Data Engineering and Mining II
Name: ____Paul Brown______
Fall 2022 - Spring 2023
Assignment 8 - Model Performance Evaluation - Part 1
Directions: Complete the following exercises. Fill-in-the-blank:
1. _________ ____________ is the art and science of intelligent data analysis.
• Data Mining
2. What is the aim of data science?
• The main objective of data science is to discover patterns in data. It makes sense of the data through a variety of statistical techniques. After data extraction, wrangling, and pre-processing, a data scientist must carefully examine the data.
3. Fill-in-the-blank:
We often describe _________ ___________ as the process of building models.
• Machine learning
4. What can we do to evaluate a model?
• identify a dataset on which to perform the evaluation.
5. What is the problem with evaluating our model on the training dataset?
• does not give us a very good idea of how well the model will perform in general on previously unseen data
6. Why do we use validation and/or testing datasets? (We can obtain an error rate)

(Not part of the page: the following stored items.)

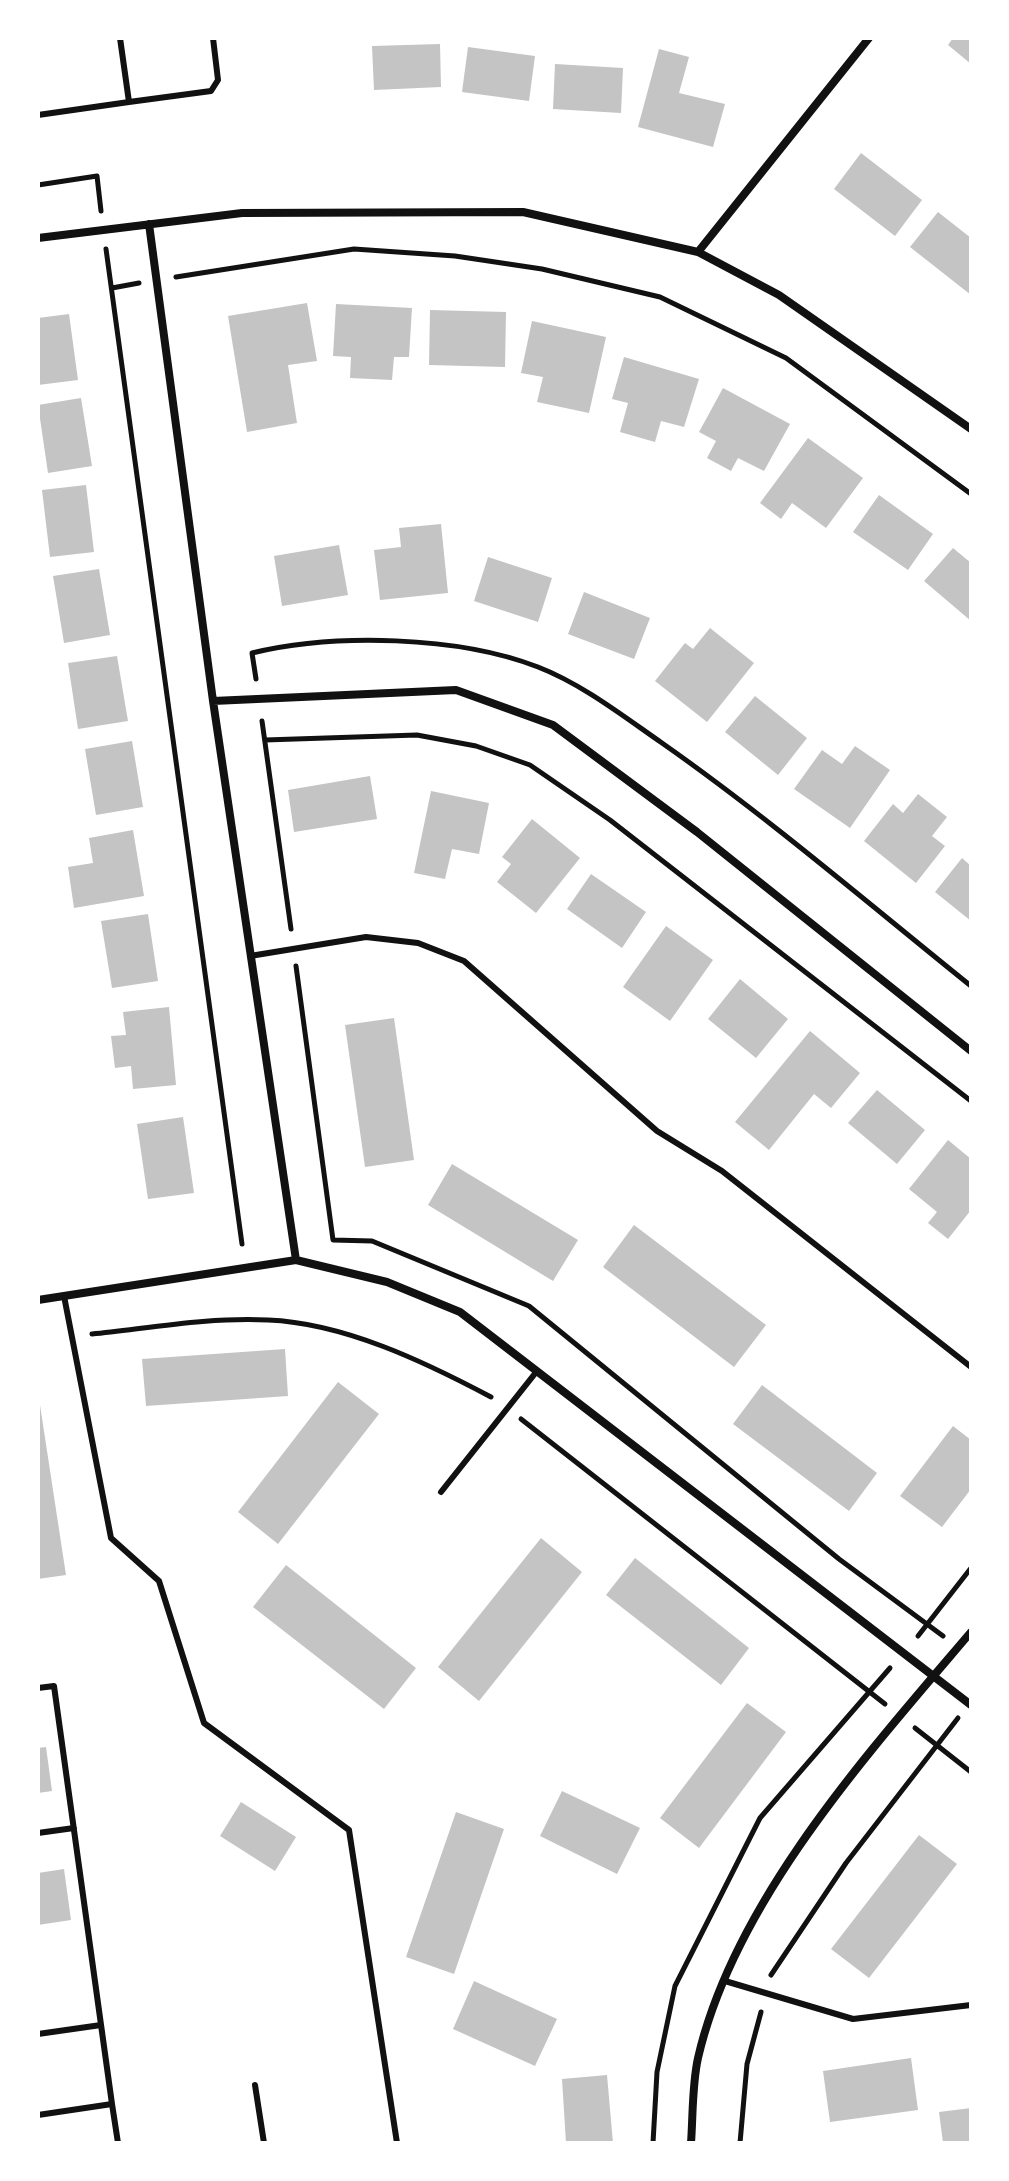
<!DOCTYPE html>
<style>
body{margin:0}
#map{position:relative;width:1009px;height:2181px;overflow:hidden;background:#fff;font-family:"Alegreya Sans",sans-serif}
canvas{display:block}
.frame{position:absolute;inset:0;border:40px solid #fff;pointer-events:none}
</style>
<div id="map">
<canvas width="1009" height="2181"></canvas>
<div class="frame"></div>
</div>
<script>
const context = document.querySelector('canvas').getContext('2d');
context.lineJoin = 'round';
function fillPath(path, color) {
  context.fillStyle = color;
  context.fill(path, 'evenodd');
}
function stroke(path, color, width, dash) {
  context.strokeStyle = color;
  context.lineWidth = width;
  context.lineCap = dash ? 'butt' : 'round';
  context.setLineDash(dash || []);
  context.stroke(path);
}
const building = new Path2D(`
 M953,38H971V64L948,45Z
 M440,44L441,87L374,90L372,46Z
 M468,47L535,56L529,101L462,92Z
 M659,49L689,57L679,93L725,104L713,147L638,127Z
 M555,64L623,68L621,113L553,109Z
 M861,153L922,200L895,236L834,189Z
 M938,212L971,238V295L910,247Z
 M307,303L317,361L288,365L297,423L247,432L228,316Z
 M336,304L412,308L409,357H394L392,380L350,378L351,357L333,356Z
 M430,310L506,312L505,367L429,365Z
 M69,314L78,380L38,385V318Z
 M532,321L606,337L589,413L537,402L543,377L521,373Z
 M624,357L699,379L684,427L661,421L655,442L620,432L628,403L612,399Z
 M723,388L790,424L764,471L738,458L731,471L707,458L716,441L699,432Z
 M81,398L92,466L48,473L38,405Z
 M808,438L863,478L826,528L792,503L781,519L760,503Z
 M86,485L94,552L50,557L42,490Z
 M879,495L933,534L908,570L853,532Z
 M441,524L448,593L380,600L374,550L401,547L399,528Z
 M339,545L348,595L282,606L274,556Z
 M953,548L971,563V621L924,581Z
 M488,557L552,578L538,622L474,601Z
 M99,569L110,635L64,643L53,576Z
 M584,592L650,618L634,659L568,634Z
 M710,628L754,663L707,722L655,681L685,643L693,649Z
 M117,656L128,721L78,729L68,663Z
 M755,696L807,738L778,775L725,732Z
 M132,741L143,807L96,815L85,749Z
 M855,746L890,770L850,828L794,789L822,750L842,764Z
 M370,776L377,819L294,832L288,790Z
 M431,791L489,803L479,854L452,849L445,879L414,873Z
 M918,794L947,817L932,836L945,846L916,883L864,841L893,804L903,813Z
 M532,819L580,858L536,913L497,882L511,864L502,857Z
 M133,830L144,896L74,908L68,867L93,863L89,838Z
 M962,858L971,866V921L935,892Z
 M591,874L646,912L622,948L567,909Z
 M148,914L158,981L112,988L101,921Z
 M666,926L713,960L670,1021L623,987Z
 M740,979L788,1019L756,1058L708,1019Z
 M169,1007L176,1085L133,1089L131,1066L115,1068L111,1036L126,1035L123,1012Z
 M394,1018L414,1160L365,1167L345,1025Z
 M810,1031L860,1073L831,1108L814,1094L769,1150L735,1122Z
 M877,1090L925,1130L897,1164L848,1123Z
 M183,1117L194,1193L148,1199L137,1124Z
 M948,1140L971,1159V1210L948,1239L928,1223L937,1212L909,1189Z
 M452,1164L578,1240L553,1281L428,1205Z
 M634,1225L766,1325L734,1367L603,1267Z
 M285,1349L288,1396L146,1406L142,1359Z
 M338,1382L379,1414L278,1544L238,1512Z
 M762,1385L877,1473L849,1511L733,1424Z
 M38,1392L66,1575L38,1579Z
 M953,1426L971,1440V1489L942,1527L900,1496Z
 M541,1538L582,1572L479,1701L438,1667Z
 M635,1558L749,1648L721,1685L606,1595Z
 M286,1565L416,1668L384,1709L253,1607Z
 M747,1703L786,1732L699,1848L660,1818Z
 M46,1747L52,1791L38,1793V1748Z
 M562,1791L640,1828L617,1874L540,1836Z
 M241,1802L296,1837L275,1871L220,1836Z
 M456,1812L504,1829L454,1974L406,1957Z
 M919,1835L957,1864L869,1978L831,1949Z
 M64,1869L71,1920L38,1925V1873Z
 M474,1981L557,2019L535,2066L453,2029Z
 M911,2058L918,2110L830,2122L823,2071Z
 M607,2075L613,2143H566L562,2079Z
 M971,2108V2143H943L939,2112Z`);
const path = new Path2D(`
 M38,185L97,176L101,211
 M106,249L242,1244
 M176,277L354,249L455,256L542,269L660,297L786,358L971,494
 M112,288L139,283
 M256,679L252,653C335,633 458,636 538,667C582,684 623,716 662,743C769,818 869,904 971,986
 M262,721L291,929
 M265,740L417,735L476,746L530,765L610,820L971,1101
 M296,966L333,1240L372,1241L529,1306L839,1559L943,1636
 M92,1334C150,1328 210,1317 268,1320C344,1323 425,1362 491,1397
 M521,1419L885,1704
 M918,1636L971,1568
 M915,1728L971,1772
 M771,1975L846,1863L958,1718
 M653,2143L657,2072L675,1986L760,1818L890,1668
 M740,2143L747,2064L761,2012`);
const service = new Path2D(`
 M129,102L211,91L218,80L213,38
 M38,115L129,102L120,38
 M250,956L366,937L418,943L464,961L657,1131L722,1171L971,1367
 M64,1296L111,1538L159,1581L204,1723L349,1830L397,2143
 M441,1492L537,1371
 M38,1688L54,1686L112,2104
 M38,1833L74,1828
 M725,1981L853,2019L971,2005
 M38,2034L101,2025
 M255,2085L264,2143
 M38,2115L112,2104L118,2143`);
const minor = new Path2D(`
 M149,224L213,701L296,1260
 M38,238L242,213L523,212L698,252L779,295L971,429
 M698,252L869,38
 M213,701L456,690L553,725L697,832L971,1051
 M38,1300L296,1260L387,1282L460,1312L971,1705
 M691,2143C693,2116 692,2085 698,2058C734,1901 869,1752 971,1632`);
fillPath(building, '#c4c4c4');
stroke(path, '#111', 5);
stroke(service, '#111', 6);
stroke(minor, '#111', 8);
</script>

• We use the validation dataset during the modeling process to build the final model which is identified as the “best” model. Last step is to assess the model’s performance on the testing dataset.
7. What is the validation dataset used for?
• the validation dataset is used during the modeling process to build the final model.
8. What is a dataset?
• a collection of data
9. Fill-in-the-blank:
The ________ of a dataset refers to the number of observations (rows) and the number of variables (columns).
• dimension
10. What variables are also known as target, response or dependent variables?
• Output variables
11. How do we represent values such as the names or the qualities of objects in data mining?
• Character strings
12. How do we represent values such as quantitative values in data mining?
• numerical
13. Categorical variables are always discrete. Give three examples of categorical variables.
• Gender, race, color
14. Categoric variables may also be known as factors. TRUE or FALSE
• True
15. A numeric variable has values that are real numbers, such as a person’s age or weight.
• True
TRUE or FALSE
16. For building a predictive model, we often partition a dataset into three independent datasets. What are those three types of datasets?
• a training dataset, a validation dataset, and a testing dataset.
17. Fill-in-the-blank:
When building a model, we build our model using the training dataset. The ___________ __________ is used to assess the model’s performance.
• validation
18. Fill-in-the-blank:
Once we are satisfied with the model, we assess its expected performance into the future using the ___________ ____________ .
• Testing data
19. Which dataset must be a holdout or out-of-sample dataset?
Testing dataset
21. Which dataset consists of randomly selected observations from the full dataset that are not used in the building of the model?
• Testing data
22. When evaluating model performance, what is the name of the table that compares predictions with actual answers?
• Confusion matrix
23. In applying a model to a new dataset, the new dataset must contain all of the same variables and have different data types. TRUE or FALSE
• True
24. When working with some measures of performance of a model, we sometimes use a binary classification model. When working with binary classification, we often identify the predictions as ___________ and ____________ classes.
• postitive and negative
25. List two machine learning algorithm categories.
• Predictive and descriptive
26. Fill-in-the-blanks:
A ____________ _____________ is used for tasks that involve the prediction of one value using other values in the dataset.
• predictive
26. The machine learning algorithm attempts to discover and model the relationship between the _________ _________ and the other __________ .
• Target feature and feature
27. Fill-in-the-blank:
Because predictive models are given clear instruction on what they need to learn and how they are intended to learn it, the process of training a predictive model is known as _________ _________ .
• Supervised models
28. Fill-in-the-blank:
The often used supervised machine learning task of predicting which category an example belongs to is known as ________________ .
• classification
29. Complete the following statement:
A random forest algorithm is used for tasks that involve _________...
• Classification and Regression problems combining the output of multiple decision trees to reach a single result.
30. Fill-in-the-blank:
The _________ _________ is calculated as the proportion of observations for which the model incorrectly predicts the class with respect to the actual class.
• Error rate
31. What is a true positive?
• When model predicts true and actual is true
32. What is a false negative?
• When model predicts false and actual is true
33. What are the two types of classification errors?
• False negative and false positive
34. Fill-in-the-blank:
The precision of a model is a measure of how accurate the positive predictions are, or how precise the model is in ___________ .
• predicating
35. Fill-in-the-blank:
The recall of a model is just another name for the true positive rate. The recall is also known as the ___________ of the model.
• sensitivity of the model